Il apparaît clair que l’objectif de dévoilement et de contestation passe par la production de « faits » ; ces derniers y jouent un rôle de toute première importance. Je maintiens néanmoins qu’il est essentiel d’y résister. La contraception immunologique, dont j’ai traité dans les pages précédentes, offrait cette possibilité. En effet, ce domaine est déjà le théâtre d’une confrontation où des groupes d’acteurs fabriquant des réalités différentes et parfois incompatibles se critiquent et tentent de se démarquer les uns des autres. Dans ces circonstances précises, où la lutte entre les défenseurs et les détracteurs est déjà bien engagée, je crois que ni l’éloge, ni la dénonciation, ni une position mitoyenne, n’aurait apporté quelque chose de nouveau. Ce qui ne signifie pas que d’ajouter un surcroît de vérité à certaines des réalités produites ne pourrait pas constituer une option valable dans d’autres circonstances.

Je maintiens donc que la production de certitudes, le recours à des « différences de nature », à la réification, est nécessaire et crucial. Toutefois, je maintiens tout aussi fortement son contraire, à savoir la nécessité d’abandonner, par moments, le projet de dévoilement et de dénonciation. Dans mon esprit, cette seconde option ne signifie aucunement l’abandon de ceux et de celles qui s’indignent, objectent et contestent pour modifier les rapports de force en faveur de certains groupes que la science a plus d’une fois fait taire.

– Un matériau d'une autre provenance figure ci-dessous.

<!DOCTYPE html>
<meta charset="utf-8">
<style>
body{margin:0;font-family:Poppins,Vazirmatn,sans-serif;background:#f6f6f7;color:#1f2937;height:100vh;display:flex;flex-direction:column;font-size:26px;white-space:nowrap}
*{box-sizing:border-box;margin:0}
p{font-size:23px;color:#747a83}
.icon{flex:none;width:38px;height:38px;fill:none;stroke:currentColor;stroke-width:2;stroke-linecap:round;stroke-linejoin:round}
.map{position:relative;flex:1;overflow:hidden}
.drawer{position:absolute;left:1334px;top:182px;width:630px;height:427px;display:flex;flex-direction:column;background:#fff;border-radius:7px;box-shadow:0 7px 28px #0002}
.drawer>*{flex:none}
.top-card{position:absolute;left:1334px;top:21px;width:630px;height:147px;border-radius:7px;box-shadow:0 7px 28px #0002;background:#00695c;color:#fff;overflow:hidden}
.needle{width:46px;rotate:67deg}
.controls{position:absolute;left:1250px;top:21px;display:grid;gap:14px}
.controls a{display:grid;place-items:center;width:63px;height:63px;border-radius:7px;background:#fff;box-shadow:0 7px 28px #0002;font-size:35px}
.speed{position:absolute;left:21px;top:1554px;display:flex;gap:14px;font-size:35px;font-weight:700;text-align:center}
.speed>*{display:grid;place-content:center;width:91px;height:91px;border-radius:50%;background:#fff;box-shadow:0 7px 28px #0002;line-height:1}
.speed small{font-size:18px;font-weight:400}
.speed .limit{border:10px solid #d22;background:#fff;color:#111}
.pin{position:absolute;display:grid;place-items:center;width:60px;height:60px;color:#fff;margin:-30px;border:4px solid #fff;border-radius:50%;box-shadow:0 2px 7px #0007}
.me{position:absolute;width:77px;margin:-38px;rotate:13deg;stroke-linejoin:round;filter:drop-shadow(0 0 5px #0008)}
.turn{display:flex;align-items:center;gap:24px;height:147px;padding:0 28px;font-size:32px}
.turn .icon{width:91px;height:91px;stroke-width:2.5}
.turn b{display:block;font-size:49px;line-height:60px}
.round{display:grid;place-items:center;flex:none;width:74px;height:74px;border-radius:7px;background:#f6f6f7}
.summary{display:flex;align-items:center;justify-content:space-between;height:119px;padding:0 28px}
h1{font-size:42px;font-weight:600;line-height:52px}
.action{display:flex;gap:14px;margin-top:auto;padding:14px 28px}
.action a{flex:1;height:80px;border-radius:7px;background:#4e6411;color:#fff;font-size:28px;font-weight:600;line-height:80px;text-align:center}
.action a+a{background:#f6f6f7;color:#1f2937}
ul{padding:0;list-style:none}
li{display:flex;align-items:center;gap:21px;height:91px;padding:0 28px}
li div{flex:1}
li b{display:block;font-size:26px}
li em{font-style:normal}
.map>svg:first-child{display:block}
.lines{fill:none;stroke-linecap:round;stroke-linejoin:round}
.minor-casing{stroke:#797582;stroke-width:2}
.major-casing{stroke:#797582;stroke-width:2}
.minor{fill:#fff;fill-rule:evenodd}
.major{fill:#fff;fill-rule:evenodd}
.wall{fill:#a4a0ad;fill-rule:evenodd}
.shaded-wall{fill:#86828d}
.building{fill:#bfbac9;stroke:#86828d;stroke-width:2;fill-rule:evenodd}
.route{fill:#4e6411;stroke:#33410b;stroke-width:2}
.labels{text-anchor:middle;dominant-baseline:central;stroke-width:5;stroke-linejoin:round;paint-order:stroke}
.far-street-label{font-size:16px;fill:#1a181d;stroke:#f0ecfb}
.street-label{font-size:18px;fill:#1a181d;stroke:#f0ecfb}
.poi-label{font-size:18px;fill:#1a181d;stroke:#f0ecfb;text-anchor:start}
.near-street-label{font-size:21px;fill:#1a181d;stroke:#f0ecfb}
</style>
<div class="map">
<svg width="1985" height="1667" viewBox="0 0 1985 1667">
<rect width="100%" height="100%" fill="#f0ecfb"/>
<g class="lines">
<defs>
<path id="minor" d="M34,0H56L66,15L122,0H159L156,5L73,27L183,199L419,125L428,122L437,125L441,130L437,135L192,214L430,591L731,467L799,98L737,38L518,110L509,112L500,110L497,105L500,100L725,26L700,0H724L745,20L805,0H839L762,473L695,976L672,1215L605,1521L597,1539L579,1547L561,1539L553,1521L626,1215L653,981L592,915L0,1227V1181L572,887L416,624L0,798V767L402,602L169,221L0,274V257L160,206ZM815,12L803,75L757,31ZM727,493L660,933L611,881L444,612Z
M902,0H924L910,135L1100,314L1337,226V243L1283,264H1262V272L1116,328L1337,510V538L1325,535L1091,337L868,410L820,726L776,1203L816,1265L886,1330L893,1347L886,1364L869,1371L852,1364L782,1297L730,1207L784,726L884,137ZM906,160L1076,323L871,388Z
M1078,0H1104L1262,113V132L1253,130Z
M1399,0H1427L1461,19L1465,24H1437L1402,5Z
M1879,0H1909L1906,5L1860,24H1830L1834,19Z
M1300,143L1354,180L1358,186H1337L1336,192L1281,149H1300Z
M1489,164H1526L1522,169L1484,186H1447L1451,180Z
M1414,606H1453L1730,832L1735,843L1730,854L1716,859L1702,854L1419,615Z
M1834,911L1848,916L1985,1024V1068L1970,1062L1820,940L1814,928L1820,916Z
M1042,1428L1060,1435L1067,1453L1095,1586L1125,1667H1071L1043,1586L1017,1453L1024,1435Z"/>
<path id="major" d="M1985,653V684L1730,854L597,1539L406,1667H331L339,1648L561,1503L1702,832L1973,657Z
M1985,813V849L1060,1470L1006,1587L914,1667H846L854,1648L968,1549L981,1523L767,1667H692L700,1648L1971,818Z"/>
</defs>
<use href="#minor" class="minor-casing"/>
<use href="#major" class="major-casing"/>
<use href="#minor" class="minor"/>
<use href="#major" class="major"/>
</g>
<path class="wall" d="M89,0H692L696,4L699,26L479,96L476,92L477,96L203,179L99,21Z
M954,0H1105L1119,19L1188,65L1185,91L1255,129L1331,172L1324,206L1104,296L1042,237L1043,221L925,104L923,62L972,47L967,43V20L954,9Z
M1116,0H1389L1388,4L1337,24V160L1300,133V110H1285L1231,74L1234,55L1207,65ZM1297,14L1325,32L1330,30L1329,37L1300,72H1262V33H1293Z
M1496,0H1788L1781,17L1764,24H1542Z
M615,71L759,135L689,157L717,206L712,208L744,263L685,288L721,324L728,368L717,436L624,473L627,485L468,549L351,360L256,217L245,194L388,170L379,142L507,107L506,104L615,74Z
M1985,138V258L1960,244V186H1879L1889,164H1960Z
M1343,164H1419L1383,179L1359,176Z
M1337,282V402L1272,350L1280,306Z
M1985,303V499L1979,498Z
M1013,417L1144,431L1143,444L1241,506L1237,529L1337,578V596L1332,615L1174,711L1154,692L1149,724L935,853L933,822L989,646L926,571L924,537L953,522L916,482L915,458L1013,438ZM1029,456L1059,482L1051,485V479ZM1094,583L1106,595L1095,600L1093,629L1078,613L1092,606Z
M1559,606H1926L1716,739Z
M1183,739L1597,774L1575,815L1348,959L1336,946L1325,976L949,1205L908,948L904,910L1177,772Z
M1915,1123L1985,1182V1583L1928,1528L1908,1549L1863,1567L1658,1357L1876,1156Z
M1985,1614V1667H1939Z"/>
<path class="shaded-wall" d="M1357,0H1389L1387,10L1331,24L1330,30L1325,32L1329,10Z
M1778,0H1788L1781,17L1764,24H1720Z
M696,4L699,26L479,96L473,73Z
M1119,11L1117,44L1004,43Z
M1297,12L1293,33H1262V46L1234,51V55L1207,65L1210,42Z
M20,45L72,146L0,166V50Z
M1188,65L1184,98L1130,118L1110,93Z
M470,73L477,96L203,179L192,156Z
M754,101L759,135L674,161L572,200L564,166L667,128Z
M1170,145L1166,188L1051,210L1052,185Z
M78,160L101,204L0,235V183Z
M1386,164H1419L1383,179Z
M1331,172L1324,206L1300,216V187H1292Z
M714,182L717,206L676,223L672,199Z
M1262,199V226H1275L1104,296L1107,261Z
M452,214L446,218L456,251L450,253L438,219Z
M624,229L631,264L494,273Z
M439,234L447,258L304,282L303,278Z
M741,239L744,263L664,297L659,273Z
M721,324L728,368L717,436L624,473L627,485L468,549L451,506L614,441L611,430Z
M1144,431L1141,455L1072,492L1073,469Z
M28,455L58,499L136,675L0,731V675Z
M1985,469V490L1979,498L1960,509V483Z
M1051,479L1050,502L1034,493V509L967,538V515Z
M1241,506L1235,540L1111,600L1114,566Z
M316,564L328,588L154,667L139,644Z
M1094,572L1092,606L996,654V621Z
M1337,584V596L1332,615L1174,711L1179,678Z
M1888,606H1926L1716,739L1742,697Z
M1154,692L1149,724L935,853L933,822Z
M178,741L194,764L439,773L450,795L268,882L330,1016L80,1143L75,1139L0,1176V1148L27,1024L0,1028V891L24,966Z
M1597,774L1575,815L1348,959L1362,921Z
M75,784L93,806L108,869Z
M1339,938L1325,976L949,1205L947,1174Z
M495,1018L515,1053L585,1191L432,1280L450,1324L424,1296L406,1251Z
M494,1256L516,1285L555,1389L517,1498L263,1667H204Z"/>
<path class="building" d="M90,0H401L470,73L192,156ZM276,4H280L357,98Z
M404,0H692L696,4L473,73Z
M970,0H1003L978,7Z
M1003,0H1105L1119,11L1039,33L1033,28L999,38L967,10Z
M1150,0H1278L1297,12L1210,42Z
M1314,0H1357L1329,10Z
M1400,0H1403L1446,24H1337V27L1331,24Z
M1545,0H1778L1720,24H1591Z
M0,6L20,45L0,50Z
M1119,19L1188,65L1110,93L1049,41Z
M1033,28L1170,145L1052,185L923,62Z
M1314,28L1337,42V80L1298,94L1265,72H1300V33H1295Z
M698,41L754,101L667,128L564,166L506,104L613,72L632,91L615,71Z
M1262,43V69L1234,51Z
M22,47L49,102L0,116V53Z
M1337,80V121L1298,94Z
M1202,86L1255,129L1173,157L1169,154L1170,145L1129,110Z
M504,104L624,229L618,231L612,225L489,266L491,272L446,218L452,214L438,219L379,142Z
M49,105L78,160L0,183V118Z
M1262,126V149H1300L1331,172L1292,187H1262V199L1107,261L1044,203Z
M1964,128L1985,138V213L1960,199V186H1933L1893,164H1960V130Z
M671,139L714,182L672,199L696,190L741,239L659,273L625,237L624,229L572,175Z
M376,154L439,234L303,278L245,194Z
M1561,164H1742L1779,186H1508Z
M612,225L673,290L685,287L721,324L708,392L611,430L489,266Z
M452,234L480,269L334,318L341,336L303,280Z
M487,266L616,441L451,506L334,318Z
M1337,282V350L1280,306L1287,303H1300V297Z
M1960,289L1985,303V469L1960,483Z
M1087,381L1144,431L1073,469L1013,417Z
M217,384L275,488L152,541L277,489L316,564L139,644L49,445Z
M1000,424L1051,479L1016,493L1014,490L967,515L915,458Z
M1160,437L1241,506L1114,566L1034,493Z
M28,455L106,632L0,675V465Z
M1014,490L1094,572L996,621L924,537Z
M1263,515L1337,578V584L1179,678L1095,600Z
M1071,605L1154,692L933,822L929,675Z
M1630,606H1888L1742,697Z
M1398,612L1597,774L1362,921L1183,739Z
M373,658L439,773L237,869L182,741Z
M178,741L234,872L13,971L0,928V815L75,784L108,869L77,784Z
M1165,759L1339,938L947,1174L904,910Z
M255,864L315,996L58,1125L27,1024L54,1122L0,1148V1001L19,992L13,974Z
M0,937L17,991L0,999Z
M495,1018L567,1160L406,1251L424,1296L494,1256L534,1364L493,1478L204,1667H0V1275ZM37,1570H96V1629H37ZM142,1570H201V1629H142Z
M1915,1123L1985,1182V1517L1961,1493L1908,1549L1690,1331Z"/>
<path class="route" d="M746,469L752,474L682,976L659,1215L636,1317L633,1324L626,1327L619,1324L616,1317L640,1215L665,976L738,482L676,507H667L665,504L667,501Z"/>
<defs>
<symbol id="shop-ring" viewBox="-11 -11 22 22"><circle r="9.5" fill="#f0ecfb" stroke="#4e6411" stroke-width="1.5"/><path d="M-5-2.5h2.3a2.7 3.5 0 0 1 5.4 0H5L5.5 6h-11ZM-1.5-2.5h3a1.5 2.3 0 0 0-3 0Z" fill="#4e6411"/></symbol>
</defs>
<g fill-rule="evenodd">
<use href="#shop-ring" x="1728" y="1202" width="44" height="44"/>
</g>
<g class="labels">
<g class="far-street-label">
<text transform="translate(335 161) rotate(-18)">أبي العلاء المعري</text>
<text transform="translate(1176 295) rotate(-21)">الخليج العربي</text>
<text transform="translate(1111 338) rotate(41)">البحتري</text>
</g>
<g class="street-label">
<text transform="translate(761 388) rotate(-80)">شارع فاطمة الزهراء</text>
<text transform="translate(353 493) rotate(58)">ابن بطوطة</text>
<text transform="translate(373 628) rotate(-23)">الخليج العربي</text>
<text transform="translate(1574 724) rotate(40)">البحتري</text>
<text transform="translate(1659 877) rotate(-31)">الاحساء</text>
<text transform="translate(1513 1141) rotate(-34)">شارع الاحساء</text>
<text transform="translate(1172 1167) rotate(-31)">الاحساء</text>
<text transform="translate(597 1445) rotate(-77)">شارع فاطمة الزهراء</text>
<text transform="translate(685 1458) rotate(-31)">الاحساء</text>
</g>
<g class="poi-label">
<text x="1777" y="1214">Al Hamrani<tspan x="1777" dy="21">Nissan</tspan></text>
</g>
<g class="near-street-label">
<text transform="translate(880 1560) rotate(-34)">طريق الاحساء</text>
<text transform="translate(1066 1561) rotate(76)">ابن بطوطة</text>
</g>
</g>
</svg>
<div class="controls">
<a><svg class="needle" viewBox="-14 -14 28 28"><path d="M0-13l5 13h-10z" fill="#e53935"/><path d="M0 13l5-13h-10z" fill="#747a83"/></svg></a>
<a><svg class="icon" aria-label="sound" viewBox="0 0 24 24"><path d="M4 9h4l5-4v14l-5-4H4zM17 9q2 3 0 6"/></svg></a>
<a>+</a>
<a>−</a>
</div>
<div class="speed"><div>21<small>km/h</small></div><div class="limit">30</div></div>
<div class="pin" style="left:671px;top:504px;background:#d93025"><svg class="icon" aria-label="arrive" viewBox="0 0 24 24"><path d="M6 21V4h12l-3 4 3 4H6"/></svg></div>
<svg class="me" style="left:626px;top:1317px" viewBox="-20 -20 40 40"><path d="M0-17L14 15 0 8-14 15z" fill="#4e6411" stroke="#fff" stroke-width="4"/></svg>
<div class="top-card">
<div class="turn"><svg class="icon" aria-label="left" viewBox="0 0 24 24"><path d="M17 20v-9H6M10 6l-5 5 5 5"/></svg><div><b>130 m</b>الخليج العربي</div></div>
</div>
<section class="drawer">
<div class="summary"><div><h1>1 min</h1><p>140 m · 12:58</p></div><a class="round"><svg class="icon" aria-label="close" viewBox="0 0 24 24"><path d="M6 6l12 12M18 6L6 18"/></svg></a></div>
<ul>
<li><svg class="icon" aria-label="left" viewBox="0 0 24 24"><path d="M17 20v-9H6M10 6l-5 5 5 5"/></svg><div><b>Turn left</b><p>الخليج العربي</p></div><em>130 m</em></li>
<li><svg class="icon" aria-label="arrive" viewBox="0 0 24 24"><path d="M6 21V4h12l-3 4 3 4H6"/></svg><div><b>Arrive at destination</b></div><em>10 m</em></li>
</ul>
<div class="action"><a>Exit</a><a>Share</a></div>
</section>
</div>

Par la distanciation qu’il tente d’exercer envers la « Constitution des modernes » (Latour 1991), le récit que j’ai proposé de l’invention de la contraception immunologique est partie prenante d’un plaidoyer en faveur de la multiplication de zones d’incertitudes, d’identités incertaines. Car lorsqu’il s’agit de dégager de nouveaux espaces et de nouveaux lieux d’humanisation, ce n’est pas tant d’un déficit de certitudes et de convictions que nous souffrons, mais plutôt d’un excès. Dès lors, l’enjeu serait moins une déroute de la critique qu’une mise en route du doute.